Antes de entrar no caso brasileiro,
peço ao leitor que considere dois
exemplos. Os EUA têm uma avaliação de risco de crédito algo melhor
do que o Japão, e poderiam, portanto, emitir títulos denominados em
ienes a taxas, no máximo, iguais
àquelas pagas pelo Tesouro japonês.
Tomando como referência um título de dez anos, os EUA poderiam
emitir um papel denominado em ienes a uma taxa ao redor de 1,6% ao
ano, enquanto a taxa dos Fed Funds
(o equivalente à Selic) é de 5,25%.
Por outro lado, as taxas de juros da
Alemanha e da França, países com
risco de crédito similar, são praticamente idênticas, desde a taxa de curtíssimo prazo àquela que baliza os títulos públicos de dez anos.
Por que, quando tratamos de Japão e EUA, as taxas diferem tanto,
mais altas para o país com crédito
melhor, enquanto no outro caso as
taxas são idênticas? A resposta passa pelos regimes cambiais vigentes
nesses países.
Alemanha e França escolheram
um regime extremo de fixação da taxa de câmbio: a adoção da moeda
única.
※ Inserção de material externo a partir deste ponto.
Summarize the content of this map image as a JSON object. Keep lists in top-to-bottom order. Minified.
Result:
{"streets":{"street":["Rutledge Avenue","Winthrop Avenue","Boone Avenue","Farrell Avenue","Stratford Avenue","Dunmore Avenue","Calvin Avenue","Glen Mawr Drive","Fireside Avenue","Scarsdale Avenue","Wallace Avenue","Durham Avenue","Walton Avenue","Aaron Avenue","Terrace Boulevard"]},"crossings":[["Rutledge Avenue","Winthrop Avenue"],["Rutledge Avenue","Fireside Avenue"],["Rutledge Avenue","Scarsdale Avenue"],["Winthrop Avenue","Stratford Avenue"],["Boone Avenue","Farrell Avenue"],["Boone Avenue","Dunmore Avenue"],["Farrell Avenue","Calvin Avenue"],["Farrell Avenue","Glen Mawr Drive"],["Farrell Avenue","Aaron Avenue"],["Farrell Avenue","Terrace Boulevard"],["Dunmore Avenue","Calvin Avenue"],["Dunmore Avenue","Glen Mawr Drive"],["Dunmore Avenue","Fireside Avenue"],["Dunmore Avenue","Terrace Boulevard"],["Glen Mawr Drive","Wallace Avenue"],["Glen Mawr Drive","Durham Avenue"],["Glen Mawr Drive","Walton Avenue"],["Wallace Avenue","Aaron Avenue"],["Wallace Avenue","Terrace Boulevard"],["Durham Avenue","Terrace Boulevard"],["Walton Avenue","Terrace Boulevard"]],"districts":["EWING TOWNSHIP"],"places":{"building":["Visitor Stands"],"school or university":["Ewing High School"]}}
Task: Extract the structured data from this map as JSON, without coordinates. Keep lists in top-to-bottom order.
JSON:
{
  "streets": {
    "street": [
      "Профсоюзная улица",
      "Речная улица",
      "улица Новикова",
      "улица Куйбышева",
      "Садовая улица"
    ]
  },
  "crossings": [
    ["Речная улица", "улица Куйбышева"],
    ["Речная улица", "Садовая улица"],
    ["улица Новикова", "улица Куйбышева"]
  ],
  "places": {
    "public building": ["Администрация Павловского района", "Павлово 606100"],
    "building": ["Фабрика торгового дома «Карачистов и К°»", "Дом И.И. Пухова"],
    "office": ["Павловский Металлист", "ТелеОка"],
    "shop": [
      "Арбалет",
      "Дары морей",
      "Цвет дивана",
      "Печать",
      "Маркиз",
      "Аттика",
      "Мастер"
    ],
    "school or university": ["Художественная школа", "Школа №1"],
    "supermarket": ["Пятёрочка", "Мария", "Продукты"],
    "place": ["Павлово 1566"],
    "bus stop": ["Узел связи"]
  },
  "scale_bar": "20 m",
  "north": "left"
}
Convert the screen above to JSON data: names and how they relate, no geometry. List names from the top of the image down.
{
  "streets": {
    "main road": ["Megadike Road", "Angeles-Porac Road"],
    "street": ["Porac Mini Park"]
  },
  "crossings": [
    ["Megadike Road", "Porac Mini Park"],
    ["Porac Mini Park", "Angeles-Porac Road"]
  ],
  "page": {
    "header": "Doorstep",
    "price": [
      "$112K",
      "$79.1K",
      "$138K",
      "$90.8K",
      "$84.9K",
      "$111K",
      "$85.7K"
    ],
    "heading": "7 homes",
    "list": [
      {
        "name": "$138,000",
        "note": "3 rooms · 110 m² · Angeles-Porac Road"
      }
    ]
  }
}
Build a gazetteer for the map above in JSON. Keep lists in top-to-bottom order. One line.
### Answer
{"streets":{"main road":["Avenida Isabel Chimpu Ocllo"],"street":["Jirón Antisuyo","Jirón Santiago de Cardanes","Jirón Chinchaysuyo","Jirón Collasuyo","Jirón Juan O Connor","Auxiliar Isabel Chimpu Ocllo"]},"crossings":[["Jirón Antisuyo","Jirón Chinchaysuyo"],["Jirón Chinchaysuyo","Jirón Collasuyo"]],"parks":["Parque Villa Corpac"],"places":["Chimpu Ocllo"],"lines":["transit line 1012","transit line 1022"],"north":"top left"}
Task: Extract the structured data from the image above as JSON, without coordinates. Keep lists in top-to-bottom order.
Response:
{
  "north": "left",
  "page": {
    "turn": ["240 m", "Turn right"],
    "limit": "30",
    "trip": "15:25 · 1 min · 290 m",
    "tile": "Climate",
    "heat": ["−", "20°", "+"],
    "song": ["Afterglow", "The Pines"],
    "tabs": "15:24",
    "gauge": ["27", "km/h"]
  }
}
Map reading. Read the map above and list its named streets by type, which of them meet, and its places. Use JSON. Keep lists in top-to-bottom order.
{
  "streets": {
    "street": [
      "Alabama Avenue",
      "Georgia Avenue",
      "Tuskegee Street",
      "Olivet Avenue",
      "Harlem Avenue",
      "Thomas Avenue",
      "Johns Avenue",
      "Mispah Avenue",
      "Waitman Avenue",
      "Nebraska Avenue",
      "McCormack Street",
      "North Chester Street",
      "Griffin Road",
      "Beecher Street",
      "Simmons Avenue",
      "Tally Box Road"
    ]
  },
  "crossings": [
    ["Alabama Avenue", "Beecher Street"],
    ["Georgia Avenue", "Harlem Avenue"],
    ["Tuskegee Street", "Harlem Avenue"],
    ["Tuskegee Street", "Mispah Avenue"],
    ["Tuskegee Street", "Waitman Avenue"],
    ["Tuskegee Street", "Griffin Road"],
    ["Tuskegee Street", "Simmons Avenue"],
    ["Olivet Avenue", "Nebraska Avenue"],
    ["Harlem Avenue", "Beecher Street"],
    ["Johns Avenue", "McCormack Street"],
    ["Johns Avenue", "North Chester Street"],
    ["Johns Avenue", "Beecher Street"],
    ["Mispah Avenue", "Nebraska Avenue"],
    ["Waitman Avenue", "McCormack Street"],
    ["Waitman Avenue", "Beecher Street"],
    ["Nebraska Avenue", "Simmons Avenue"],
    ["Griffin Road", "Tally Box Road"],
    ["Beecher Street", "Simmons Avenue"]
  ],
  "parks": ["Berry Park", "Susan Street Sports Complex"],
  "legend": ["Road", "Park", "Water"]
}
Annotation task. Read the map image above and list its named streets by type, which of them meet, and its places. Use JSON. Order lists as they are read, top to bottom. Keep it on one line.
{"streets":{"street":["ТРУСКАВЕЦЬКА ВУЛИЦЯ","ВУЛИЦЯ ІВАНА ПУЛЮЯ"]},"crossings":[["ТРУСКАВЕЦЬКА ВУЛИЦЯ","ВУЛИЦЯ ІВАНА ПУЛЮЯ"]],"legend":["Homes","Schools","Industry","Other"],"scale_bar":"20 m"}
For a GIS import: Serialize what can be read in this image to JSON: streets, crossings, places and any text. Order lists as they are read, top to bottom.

Nesse contexto, diferenças
entre as taxas de juros que não sejam associadas a diferenças de percepção de risco de crédito não podem persistir. Se as taxas de juros
fossem mais baixas na França do
que na Alemanha, especuladores tomariam recursos na França e os emprestariam na Alemanha, embolsando a diferença. Esse processo
-conhecido como "arbitragem"-
faz as taxas de juros convergirem para o mesmo patamar.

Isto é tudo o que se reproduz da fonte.